Somewhere along the way, the intensity of his emotions turned to passion, and the generosity of her comfort turned to a blinding need to know all of her.
Mark seized her mouth in a searing kiss that ignited a fire behind his eyes and in his heart and in that potent male part of him that wanted to link them together in the most elemental way. After a quick scan outside to assure the privacy of their surroundings, Mark tilted his seat back as far as it would go and pulled Amy on top of him.
He palmed the back of her head and squeezed her bottom, fitting her to him in all the right places. He thrust his tongue in her mouth and traded sparks of desire, claiming and taking as equal partners. His jeans grew uncomfortably tight as her thighs settled on either side of him and gripped his hips. Her breasts were beautiful, pillowy mounds that flattened against his chest, her nipples beady pearls that branded him through the clothes they still wore.

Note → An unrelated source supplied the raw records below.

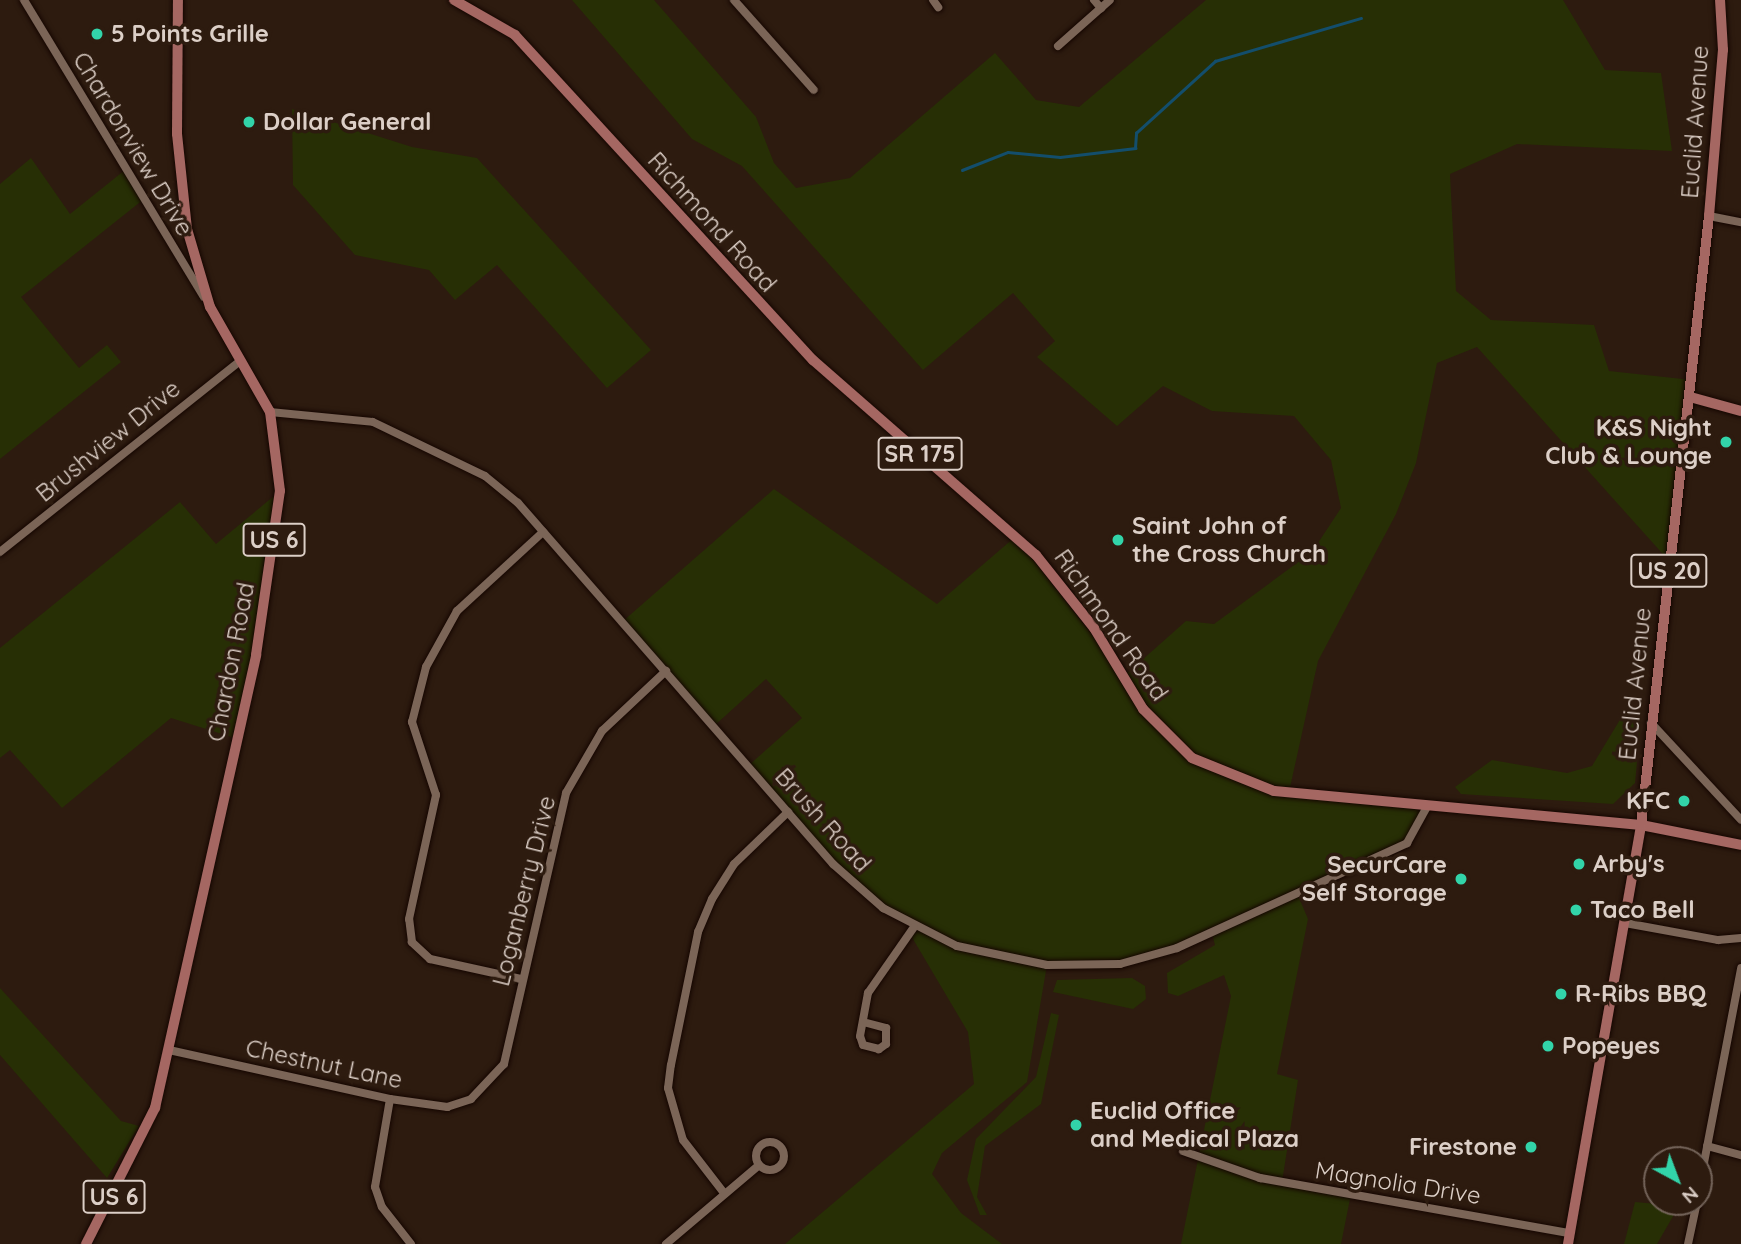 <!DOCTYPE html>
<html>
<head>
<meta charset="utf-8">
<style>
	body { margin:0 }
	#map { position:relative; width:1741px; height:1244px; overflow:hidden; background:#2d1b0f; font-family:Quicksand,sans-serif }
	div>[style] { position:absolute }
	.green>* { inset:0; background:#272f05 }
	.stream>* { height:2.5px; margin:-1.25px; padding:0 1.25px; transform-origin:1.25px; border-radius:1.25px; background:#134e6c }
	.roads { filter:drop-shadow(0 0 2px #150600) drop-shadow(0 0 2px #150600) }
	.minor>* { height:8px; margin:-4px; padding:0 4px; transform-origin:4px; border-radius:4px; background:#7b6557 }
	.minor>.ring { margin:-4px; padding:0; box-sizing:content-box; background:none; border:8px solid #7b6557; border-radius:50% }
	.major>* { height:10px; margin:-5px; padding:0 5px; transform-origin:5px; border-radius:5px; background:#a56762 }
	.dots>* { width:19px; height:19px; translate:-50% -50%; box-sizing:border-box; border:4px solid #2d1b0f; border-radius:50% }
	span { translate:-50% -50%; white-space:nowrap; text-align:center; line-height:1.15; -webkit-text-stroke:7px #2d1b0f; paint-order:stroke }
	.shield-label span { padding:2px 5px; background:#2d1b0f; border:2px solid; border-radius:5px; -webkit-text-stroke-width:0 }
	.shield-label { font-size:23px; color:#dccfc7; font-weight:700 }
	.poi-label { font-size:24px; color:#dccfc7; font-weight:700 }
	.left { translate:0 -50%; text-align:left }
	.right { translate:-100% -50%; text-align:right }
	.street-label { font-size:24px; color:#dccfc7 }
	.north { position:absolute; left:1643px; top:1146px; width:70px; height:70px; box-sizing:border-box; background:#2d1b0f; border:2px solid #736359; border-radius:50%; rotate:139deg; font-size:19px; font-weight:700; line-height:28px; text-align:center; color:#dccfc7 }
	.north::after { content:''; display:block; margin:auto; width:24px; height:32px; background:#32d4a9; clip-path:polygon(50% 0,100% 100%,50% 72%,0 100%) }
</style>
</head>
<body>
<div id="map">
	<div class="green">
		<i style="clip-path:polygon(572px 0,654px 0,756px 117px,774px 163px,796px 188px,850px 178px,995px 53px,1036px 100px,1079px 107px,1206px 0,1563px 0,1605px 70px,1661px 73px,1672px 151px,1517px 144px,1450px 174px,1456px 291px,1491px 320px,1594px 325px,1609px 371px,1692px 380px,1670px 562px,1477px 347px,1437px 363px,1416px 463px,1396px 514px,1318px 661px,1289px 792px,1428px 805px,1414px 836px,1297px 893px,1308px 919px,1277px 1074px,1298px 1080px,1282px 1182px,1351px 1194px,1341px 1244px,1181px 1244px,1231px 996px,1224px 975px,1178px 996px,1168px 993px,1167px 973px,1215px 945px,1212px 934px,1120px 964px,1047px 965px,1027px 1082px,942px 1153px,932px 1174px,961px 1213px,1002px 1244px,785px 1244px,974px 1084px,968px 1032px,910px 934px,914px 928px,860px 890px,748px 766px,802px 718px,766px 679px,714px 726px,622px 622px,774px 489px,937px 604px,1015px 537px,1124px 676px,1186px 621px,1214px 624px,1312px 552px,1341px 508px,1331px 460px,1294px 416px,1212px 411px,1163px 386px,1117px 426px,1037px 357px,1055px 341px,1013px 293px,923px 370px,742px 166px,692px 139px)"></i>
		<i style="clip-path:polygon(292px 109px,412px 147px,477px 158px,651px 350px,607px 388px,497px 265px,455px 300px,429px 270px,355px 255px,293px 185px)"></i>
		<i style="clip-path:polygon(31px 158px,70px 214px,125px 170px,144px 199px,21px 297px,79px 368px,107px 345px,121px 362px,0 459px,0 184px)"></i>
		<i style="clip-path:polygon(280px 491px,238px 739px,171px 718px,62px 808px,10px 750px,0 758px,0 648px,180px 502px,216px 544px)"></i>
		<i style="clip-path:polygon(1636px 714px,1641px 719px,1635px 783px,1613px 804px,1461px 794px,1455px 787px,1492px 760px,1567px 773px,1592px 766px,1621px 718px)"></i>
		<i style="clip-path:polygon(1132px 978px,1145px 986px,1146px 999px,1133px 1009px,1053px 992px,1057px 980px)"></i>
		<i style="clip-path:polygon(0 988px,121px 1121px,139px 1126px,107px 1178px,0 1055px)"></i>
		<i style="clip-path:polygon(1051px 1013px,1059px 1015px,1041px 1104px,985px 1146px,977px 1197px,987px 1215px,980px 1215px,967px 1180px,976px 1139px,1036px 1077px)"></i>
		<i style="clip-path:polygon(1635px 1202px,1679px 1206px,1657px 1244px,1624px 1244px)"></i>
	</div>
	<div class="stream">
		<i style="left:962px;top:170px;width:49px;rotate:-21.4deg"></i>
		<i style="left:1008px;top:152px;width:52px;rotate:5.5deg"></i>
		<i style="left:1060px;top:157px;width:76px;rotate:-6.8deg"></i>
		<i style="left:1135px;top:148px;width:15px;rotate:-86deg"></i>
		<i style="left:1136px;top:133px;width:107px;rotate:-42.3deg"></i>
		<i style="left:1215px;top:61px;width:152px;rotate:-16.4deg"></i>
	</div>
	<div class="roads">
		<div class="minor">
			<i style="left:24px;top:0;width:347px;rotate:58.8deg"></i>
			<i style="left:734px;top:0;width:120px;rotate:48.4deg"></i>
			<i style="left:933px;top:0;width:9px;rotate:54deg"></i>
			<i style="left:1094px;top:0;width:11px;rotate:49deg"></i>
			<i style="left:1058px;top:46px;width:69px;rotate:-41.5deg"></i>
			<i style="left:1709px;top:216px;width:33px;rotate:11deg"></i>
			<i style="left:270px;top:412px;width:103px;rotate:5.5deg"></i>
			<i style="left:373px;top:422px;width:124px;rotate:25.7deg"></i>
			<i style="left:485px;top:476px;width:43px;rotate:39.3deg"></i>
			<i style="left:518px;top:503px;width:479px;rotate:48.9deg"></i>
			<i style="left:833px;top:864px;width:67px;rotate:41.3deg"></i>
			<i style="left:883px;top:908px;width:83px;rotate:27.2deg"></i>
			<i style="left:957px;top:946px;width:92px;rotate:11.9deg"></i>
			<i style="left:1047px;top:965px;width:73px;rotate:-0.8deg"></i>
			<i style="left:1120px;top:964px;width:59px;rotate:-15.7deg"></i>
			<i style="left:1177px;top:948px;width:253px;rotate:-24.5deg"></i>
			<i style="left:1407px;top:843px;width:43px;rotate:-61.1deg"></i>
			<i style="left:0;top:552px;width:307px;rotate:-38.5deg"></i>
			<i style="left:1651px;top:723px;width:132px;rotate:47.1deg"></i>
			<i style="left:1625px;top:923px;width:95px;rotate:10.4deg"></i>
			<i style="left:1718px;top:940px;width:23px;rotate:-5deg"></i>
			<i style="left:521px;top:979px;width:93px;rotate:-167.6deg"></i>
			<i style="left:430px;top:959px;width:25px;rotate:-137deg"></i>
			<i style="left:412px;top:942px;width:23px;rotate:-97deg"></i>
			<i style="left:409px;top:919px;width:127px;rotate:-77.7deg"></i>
			<i style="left:436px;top:795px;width:77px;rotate:-108.2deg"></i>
			<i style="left:412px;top:722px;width:57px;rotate:-75.7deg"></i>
			<i style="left:426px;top:667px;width:64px;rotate:-61deg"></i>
			<i style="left:457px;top:611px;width:117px;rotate:-42.6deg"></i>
			<i style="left:867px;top:1023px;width:20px;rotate:15deg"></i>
			<i style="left:886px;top:1028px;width:16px;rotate:90deg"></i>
			<i style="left:886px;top:1044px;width:9px;rotate:144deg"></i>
			<i style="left:879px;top:1049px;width:16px;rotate:-166deg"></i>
			<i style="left:863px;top:1045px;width:9px;rotate:-108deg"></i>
			<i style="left:860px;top:1036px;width:44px;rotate:-79.5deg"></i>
			<i style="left:868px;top:993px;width:80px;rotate:-55.1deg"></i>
			<i style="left:169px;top:1050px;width:226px;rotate:12.5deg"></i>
			<i style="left:390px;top:1099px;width:58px;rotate:8deg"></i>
			<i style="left:447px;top:1107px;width:25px;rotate:-18deg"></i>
			<i style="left:471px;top:1099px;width:48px;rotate:-46.7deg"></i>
			<i style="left:504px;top:1064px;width:278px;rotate:-77.1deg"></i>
			<i style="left:566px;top:793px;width:72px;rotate:-59.9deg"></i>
			<i style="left:602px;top:731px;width:88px;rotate:-43.2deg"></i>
			<i style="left:390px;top:1099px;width:89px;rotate:99.7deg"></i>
			<i style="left:375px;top:1187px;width:21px;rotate:71deg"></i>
			<i style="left:382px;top:1207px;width:47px;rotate:51.9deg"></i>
			<i class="ring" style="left:756px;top:1142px;width:20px;height:20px"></i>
			<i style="left:1707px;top:1146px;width:35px;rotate:15deg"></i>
			<i style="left:1183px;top:1151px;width:82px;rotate:19.3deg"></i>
			<i style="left:1260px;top:1178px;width:315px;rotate:10.1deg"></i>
			<i style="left:1699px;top:1189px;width:225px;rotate:-79.2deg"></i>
			<i style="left:724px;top:1193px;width:67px;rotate:-127.7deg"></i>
			<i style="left:683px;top:1140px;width:54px;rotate:-106.1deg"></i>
			<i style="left:668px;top:1088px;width:23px;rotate:-83deg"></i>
			<i style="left:671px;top:1065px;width:136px;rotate:-78.5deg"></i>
			<i style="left:698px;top:932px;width:36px;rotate:-67deg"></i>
			<i style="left:712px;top:899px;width:41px;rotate:-57.8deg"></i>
			<i style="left:734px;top:864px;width:75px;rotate:-43.9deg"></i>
			<i style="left:666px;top:1244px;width:122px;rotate:-40.3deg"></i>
			<i style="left:1688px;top:1244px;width:43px;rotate:-77.9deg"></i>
		</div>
		<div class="major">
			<i style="left:454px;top:0;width:70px;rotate:29.8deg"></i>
			<i style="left:515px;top:35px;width:441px;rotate:47.5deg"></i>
			<i style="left:813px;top:360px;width:296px;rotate:41.2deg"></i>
			<i style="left:1036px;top:555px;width:93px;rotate:51.5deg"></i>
			<i style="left:1094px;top:628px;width:95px;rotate:58.8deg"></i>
			<i style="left:1143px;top:709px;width:69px;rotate:45deg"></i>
			<i style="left:1192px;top:758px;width:88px;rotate:21.9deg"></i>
			<i style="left:1274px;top:791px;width:369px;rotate:5.3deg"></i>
			<i style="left:1641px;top:825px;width:102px;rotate:11.3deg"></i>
			<i style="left:1690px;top:397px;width:53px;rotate:15.4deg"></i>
			<i style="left:86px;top:1244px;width:153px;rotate:-63.1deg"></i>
			<i style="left:155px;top:1108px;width:464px;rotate:-77.4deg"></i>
			<i style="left:256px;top:655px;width:166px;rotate:-81.7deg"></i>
			<i style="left:280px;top:491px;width:80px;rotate:-97.2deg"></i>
			<i style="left:270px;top:412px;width:121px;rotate:-119.7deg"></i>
			<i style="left:210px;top:307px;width:81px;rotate:-106.4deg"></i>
			<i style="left:187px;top:229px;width:96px;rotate:-96deg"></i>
			<i style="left:177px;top:134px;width:134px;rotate:-89.6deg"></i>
			<i style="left:1568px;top:1244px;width:425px;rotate:-80.1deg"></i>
			<i style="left:1641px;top:825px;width:613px;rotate:-83.63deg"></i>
			<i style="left:1709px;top:216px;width:167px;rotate:-85.2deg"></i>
			<i style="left:1723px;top:50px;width:50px;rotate:-93.4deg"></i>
		</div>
	</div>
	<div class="dots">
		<i style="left:97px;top:34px;background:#32d4a9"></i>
		<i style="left:249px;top:122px;background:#32d4a9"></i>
		<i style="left:1726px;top:442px;background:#32d4a9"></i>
		<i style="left:1118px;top:540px;background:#32d4a9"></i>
		<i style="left:1684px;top:801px;background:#32d4a9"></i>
		<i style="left:1579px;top:864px;background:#32d4a9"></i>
		<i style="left:1461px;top:879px;background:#32d4a9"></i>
		<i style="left:1576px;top:910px;background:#32d4a9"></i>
		<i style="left:1561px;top:994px;background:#32d4a9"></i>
		<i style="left:1548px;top:1046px;background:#32d4a9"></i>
		<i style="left:1076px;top:1125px;background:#32d4a9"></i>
		<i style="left:1531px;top:1147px;background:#32d4a9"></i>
	</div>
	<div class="shield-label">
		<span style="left:920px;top:454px">SR 175</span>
		<span style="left:274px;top:540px">US 6</span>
		<span style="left:1669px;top:571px">US 20</span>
		<span style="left:114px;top:1197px">US 6</span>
	</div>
	<div class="poi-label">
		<span class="left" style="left:111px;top:34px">5 Points Grille</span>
		<span class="left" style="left:263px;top:122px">Dollar General</span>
		<span class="right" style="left:1712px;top:442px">K&amp;S Night<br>Club &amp; Lounge</span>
		<span class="left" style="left:1132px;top:540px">Saint John of<br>the Cross Church</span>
		<span class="right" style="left:1670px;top:801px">KFC</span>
		<span class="left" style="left:1593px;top:864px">Arby's</span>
		<span class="right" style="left:1447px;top:879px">SecurCare<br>Self Storage</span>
		<span class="left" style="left:1590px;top:910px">Taco Bell</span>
		<span class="left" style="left:1575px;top:994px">R-Ribs BBQ</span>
		<span class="left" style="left:1562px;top:1046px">Popeyes</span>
		<span class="left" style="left:1090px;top:1125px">Euclid Office<br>and Medical Plaza</span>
		<span class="right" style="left:1517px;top:1147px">Firestone</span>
	</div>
	<div class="street-label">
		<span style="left:1695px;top:122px;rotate:-86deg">Euclid Avenue</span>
		<span style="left:133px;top:144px;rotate:59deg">Chardonview Drive</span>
		<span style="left:712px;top:222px;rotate:48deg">Richmond Road</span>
		<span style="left:108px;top:441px;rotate:-39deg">Brushview Drive</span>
		<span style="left:1111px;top:625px;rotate:55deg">Richmond Road</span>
		<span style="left:231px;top:662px;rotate:-79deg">Chardon Road</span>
		<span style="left:1635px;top:684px;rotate:-84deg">Euclid Avenue</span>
		<span style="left:823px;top:820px;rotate:48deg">Brush Road</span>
		<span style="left:524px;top:891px;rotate:-76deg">Loganberry Drive</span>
		<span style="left:324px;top:1064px;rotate:12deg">Chestnut Lane</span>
		<span style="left:1398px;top:1183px;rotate:9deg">Magnolia Drive</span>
	</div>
	<div class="north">N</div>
</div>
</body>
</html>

Too many clothes, too tight a space, perfect woman, consuming need. Not the way he’d imagined making love to Amy. But he had a will, and he would make a way. He cupped her hips and lifted her slightly off him, loving how she arched to keep their lips together even as he unbuttoned her blouse and filled his hand with a full perfect breast. He caught the tip between his thumb and hand and she finally tore her mouth from his and gasped a hot, breathy moan. “Not fair, Fire Man. This is supposed to be a two-way... I want to...”
When he unhooked her bra and moved her to capture the pale pink tip in his mouth, he discovered she had trouble saying any words at all. She hummed. She moaned. She made him crazy, kissing and nibbling on any part of him she could rea
ch. Her fingers tightened against his scalp when he moved her to claim the other breast.
She knew where this was going because she uttered a single word—“Protection?”—before tugging at the hem of his T-shirt and scorching her hands across his flank and chest.
“Are you sure?” A rational part of his brain tried to fight its way through the fire raging inside him. She unzipped him and her hand found its way inside his jeans to cup him, and Mark discovered he was the one struggling to talk. “Can’t...be...too...good here.”
“With you, it’ll be perfect.” He guided her hand to the back pocket of his jeans and she pulled out his billfold. “We’ll do it pretty next time.”
“Next time. I like that.”
“Shut up, Fire Man.” Together, they opened the condom, pushed aside jeans, shorts and panties. Mark cracked his knee on the steering column, but barely felt it. Amy’s elbow hit the automatic door lock the next time he lifted her. “Soon. Now.”
And then he lowered her on top of him. She was hot, wet, perfect. Her moans were music to his ears. Her greedy hands roaming all over him were incendiary. Once they were linked as closely as a man and woman could be, Mark thrust inside her. Her soft, freckled breasts bobbed in his face as they found the rhythm they needed to bring each other to a swift, fiery completion. As Mark released himself on one last, powerful thrust, he slipped his thumb between them to tease her sensitive bundle of nerves and ignite the tremors that cascaded all around him. “Yep. Great...hands...” Overcome by the strength of her release, she gasped his name and collapsed on top of him.
Mark wrapped his arms around Amy and whispered, “You’re beautiful.”
A few minutes later, spurred by the reality of all they needed to do and the possibility that they might be discovered, despite the empty parking lot and trees that blocked his truck and the ball field from the road, Mark sat up, spilling Amy into his lap. She scrambled over the console and Mark straightened his seat. He put the condom back into its wrapper and dropped it into the trash while she adjusted her clothes and combed her fingers through the loose hair he’d pulled from her braid.